WHAT NEEDS TO BE DONE
For the data that follows, report how many lines include the string "strokeStyle", and write the number alone.

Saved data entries
============================================================

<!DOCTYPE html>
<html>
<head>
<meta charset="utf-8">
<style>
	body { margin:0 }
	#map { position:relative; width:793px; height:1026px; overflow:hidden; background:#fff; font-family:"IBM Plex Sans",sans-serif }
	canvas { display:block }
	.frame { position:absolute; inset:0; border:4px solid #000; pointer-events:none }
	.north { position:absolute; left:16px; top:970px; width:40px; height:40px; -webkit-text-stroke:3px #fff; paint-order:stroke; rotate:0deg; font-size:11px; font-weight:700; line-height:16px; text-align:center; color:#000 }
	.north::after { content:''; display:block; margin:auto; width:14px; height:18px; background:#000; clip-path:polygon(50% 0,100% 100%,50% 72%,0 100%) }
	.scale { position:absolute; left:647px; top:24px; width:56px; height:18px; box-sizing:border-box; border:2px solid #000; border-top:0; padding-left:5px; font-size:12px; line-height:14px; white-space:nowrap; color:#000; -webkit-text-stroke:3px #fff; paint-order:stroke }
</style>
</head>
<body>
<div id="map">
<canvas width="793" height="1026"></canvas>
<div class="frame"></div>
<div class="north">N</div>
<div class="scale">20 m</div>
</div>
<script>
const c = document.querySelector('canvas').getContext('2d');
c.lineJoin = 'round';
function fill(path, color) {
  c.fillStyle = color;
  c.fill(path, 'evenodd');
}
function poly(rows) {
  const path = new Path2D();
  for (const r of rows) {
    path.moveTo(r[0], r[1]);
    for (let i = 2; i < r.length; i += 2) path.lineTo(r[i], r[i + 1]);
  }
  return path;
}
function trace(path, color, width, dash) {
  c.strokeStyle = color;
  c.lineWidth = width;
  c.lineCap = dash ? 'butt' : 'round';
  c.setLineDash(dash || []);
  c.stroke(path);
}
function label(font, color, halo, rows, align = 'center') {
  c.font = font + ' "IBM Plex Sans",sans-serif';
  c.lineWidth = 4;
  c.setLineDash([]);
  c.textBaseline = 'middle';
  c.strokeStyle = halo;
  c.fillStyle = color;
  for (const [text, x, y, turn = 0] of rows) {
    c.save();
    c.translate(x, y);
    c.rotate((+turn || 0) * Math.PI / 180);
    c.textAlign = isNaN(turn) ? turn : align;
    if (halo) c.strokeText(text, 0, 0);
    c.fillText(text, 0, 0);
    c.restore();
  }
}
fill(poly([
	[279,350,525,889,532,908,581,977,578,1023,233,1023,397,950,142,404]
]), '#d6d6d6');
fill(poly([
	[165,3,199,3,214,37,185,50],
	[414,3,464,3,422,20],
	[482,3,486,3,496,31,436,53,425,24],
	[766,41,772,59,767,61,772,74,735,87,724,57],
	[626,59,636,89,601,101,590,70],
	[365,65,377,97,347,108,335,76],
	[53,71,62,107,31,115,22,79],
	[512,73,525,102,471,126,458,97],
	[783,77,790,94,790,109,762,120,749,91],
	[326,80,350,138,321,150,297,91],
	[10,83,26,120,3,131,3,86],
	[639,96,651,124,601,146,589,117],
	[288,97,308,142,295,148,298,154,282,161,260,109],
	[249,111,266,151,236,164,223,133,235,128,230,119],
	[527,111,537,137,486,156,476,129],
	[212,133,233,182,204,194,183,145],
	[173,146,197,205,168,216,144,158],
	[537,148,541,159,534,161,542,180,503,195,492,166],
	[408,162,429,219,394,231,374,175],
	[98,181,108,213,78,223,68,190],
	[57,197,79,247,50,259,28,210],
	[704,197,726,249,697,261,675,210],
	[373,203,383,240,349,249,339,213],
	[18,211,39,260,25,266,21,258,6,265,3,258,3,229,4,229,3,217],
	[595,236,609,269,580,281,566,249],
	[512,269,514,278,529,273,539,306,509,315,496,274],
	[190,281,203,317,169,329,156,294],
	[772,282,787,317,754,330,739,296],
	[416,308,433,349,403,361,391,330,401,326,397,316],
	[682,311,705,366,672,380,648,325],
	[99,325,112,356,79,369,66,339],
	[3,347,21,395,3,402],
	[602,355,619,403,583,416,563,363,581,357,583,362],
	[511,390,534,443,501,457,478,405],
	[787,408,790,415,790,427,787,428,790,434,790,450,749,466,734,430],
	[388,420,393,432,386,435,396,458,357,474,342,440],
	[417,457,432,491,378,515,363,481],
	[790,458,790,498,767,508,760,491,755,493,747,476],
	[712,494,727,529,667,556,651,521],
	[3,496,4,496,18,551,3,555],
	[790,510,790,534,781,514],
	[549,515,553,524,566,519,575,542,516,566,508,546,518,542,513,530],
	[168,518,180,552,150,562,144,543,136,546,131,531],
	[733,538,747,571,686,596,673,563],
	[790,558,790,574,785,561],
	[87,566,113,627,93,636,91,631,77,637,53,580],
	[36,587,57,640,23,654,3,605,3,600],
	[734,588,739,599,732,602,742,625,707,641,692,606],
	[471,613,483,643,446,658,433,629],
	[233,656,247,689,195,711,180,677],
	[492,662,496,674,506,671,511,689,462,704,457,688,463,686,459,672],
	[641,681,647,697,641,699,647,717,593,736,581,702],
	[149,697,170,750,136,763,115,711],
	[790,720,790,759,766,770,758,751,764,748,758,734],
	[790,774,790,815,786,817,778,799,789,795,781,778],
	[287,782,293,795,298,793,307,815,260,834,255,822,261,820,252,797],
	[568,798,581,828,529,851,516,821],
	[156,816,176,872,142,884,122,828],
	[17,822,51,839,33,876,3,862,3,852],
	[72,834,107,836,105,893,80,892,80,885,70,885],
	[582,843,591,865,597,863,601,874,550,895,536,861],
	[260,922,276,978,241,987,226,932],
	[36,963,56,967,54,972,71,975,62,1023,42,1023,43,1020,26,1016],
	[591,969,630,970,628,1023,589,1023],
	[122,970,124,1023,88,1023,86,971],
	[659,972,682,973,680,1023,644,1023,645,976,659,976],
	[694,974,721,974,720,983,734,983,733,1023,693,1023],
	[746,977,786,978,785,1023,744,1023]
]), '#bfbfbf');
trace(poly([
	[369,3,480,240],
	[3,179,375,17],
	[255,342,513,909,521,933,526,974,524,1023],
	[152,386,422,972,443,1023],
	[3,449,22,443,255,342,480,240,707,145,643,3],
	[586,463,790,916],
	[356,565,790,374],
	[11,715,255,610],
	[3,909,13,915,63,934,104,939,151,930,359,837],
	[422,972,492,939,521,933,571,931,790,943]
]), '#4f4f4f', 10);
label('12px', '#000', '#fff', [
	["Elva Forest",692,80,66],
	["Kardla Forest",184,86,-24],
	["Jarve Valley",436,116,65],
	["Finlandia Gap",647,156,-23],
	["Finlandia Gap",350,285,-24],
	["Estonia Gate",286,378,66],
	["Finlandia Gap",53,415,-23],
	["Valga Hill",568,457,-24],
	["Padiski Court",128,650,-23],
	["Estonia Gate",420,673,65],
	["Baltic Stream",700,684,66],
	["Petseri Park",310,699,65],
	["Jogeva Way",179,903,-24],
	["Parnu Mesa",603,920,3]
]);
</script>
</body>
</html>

============================================================

EXERCISE SOLUTION
2